In a single year, Clive Barker has managed to accomplish what may have been impossible for others. He, along with co-writer Mark Miller, has salvaged a formerly dying franchise and resuscitated it completely, taking it even beyond its former glory. Barker has taken us on an excursion, from the four corners of the earth to the hottest pits of Hell, where an intense battle between the two worlds presses on, with only a select few able to regain the balance.
This issue of Hellraiser opens with a familiar character, traipsing through a bloody valley in Hell. As the fires beat down on his already festered, weary skin, he begs for the light. A second chance, salvation, anything. Because God “has” to hear, right? Well, as it turns out, it’s not quite God that hears him, but not quite man, either. Captain Elliot Spencer stands there, looking down at him. He offers this pivotal character a deal: help him to fight Kirsty, the new Head Cenobite, in Hell.
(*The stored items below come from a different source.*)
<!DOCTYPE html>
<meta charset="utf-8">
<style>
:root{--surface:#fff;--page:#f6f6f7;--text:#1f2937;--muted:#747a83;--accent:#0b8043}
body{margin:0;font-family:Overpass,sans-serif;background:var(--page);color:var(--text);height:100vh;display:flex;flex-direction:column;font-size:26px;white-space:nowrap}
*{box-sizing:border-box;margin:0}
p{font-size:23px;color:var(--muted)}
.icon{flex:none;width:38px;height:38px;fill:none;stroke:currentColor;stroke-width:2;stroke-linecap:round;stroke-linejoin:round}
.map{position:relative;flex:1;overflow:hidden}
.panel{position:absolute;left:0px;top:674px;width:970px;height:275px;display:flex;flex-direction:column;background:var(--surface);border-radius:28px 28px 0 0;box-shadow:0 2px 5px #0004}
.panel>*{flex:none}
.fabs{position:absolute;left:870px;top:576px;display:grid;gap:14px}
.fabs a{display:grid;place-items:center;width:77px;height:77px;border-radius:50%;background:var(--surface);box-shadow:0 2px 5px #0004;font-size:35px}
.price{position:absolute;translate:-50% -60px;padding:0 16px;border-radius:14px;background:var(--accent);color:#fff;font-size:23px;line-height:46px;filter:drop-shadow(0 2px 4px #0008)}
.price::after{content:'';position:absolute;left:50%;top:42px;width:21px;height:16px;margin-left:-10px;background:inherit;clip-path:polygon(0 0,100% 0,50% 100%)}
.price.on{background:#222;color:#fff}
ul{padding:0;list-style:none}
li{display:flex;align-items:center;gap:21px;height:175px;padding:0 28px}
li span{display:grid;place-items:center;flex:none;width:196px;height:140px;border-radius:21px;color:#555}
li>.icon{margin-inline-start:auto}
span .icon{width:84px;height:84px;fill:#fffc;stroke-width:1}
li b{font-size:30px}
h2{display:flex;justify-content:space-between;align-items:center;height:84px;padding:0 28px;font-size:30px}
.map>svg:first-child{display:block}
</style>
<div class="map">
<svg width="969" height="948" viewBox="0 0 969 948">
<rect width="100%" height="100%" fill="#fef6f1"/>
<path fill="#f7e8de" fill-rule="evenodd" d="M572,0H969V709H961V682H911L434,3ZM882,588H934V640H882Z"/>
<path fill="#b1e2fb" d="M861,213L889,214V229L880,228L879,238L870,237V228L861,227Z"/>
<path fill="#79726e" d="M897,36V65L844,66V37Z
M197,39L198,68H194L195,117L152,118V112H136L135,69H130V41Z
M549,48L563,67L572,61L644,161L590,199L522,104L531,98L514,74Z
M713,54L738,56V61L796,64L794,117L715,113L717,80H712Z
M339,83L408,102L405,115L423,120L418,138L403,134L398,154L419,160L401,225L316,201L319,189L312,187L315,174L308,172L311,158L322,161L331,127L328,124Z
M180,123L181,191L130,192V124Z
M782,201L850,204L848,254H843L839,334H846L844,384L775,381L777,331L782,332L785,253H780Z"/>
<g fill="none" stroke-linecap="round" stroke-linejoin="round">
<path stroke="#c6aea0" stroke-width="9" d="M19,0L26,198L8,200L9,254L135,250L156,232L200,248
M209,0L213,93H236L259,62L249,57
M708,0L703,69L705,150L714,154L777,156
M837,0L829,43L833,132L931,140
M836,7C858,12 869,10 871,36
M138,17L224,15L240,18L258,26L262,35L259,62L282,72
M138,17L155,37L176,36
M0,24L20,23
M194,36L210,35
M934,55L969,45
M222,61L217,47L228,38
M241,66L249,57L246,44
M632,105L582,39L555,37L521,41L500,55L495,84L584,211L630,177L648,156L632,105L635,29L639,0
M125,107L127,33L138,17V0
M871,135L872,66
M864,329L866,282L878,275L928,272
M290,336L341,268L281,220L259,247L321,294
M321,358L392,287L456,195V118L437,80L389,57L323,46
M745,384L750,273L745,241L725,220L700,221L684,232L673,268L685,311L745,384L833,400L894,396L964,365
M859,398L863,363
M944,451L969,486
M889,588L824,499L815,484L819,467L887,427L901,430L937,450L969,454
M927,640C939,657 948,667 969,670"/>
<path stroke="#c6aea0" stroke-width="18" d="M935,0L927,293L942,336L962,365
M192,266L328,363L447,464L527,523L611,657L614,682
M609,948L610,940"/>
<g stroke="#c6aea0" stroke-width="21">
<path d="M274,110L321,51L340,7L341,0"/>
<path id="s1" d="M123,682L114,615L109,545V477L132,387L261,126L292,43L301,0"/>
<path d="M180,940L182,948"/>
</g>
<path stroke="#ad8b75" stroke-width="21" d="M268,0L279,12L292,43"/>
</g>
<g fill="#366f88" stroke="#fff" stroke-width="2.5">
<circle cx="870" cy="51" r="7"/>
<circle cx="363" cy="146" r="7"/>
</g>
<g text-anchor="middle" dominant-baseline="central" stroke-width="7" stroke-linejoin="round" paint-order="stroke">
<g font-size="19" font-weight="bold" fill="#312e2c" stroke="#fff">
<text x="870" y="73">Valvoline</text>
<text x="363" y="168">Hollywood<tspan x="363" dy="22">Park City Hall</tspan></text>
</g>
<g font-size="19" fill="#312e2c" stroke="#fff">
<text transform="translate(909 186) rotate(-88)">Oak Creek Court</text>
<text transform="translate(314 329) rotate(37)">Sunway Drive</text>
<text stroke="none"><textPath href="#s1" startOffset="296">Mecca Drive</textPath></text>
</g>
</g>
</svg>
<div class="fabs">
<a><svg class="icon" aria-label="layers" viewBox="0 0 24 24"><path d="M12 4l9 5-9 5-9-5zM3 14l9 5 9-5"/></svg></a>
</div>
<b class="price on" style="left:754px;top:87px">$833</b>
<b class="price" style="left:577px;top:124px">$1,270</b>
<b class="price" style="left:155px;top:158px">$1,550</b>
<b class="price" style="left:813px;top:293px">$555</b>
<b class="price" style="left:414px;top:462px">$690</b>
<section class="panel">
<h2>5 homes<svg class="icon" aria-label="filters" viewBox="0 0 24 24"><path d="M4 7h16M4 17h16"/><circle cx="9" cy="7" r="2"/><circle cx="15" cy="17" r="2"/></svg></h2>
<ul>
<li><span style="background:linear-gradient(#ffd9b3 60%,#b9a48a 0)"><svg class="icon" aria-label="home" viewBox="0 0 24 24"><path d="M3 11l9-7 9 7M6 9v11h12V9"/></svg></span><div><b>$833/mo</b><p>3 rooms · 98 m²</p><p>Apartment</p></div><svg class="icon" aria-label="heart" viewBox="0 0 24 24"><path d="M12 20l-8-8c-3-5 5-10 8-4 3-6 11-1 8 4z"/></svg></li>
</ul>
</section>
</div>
Meanwhile, his human team, Tiffany and Theo, are still struggling to destroy all of the puzzle boxes and their worshippers. Spencer informs them that even if the boxes are destroyed, there’s still a way that the Cenobites’ demons can come back, and through this method, Hell can never be truly defeated.
This issue is broken up into two episodes: “Closer to God,” and “My Enemy’s Enemy.” “Closer” focuses on Hell, full of grotesque, decaying bodies and a blood-stained landscape. Jesus Hervas really mastered the human form in this installment; the different body types used in the Hell scenes are varied and real. “My Enemy’s Enemy,” illustrated by Michael Montenat and written by Brandon Seifert (of “Witch Doctor”), is definitely darker, with more black to contrast the neutral colors. However, an element that’s remained consistent throughout not only this issue, but the entire series, is that startling shade of red that never fails to give me chills.
I know that this probably goes without saying, but “Hellraiser: Annual” marks a fantastic year for this series. Clive Barker and Mark Miller have consistently delivered an intricate and engaging story that propels us between worlds with the characters. We have not just followed Kirsty’s and Pinhead’s transformations; we, as fans, have evolved with them. We’ve been placed into these new depths of Hell and Earth alongside them, experiencing their fears, and feeling their pain. After the years of lost mythology and skewed plots, the sinking ship that was once the Hellraiser franchise is now navigating calmer waters, smooth sailing.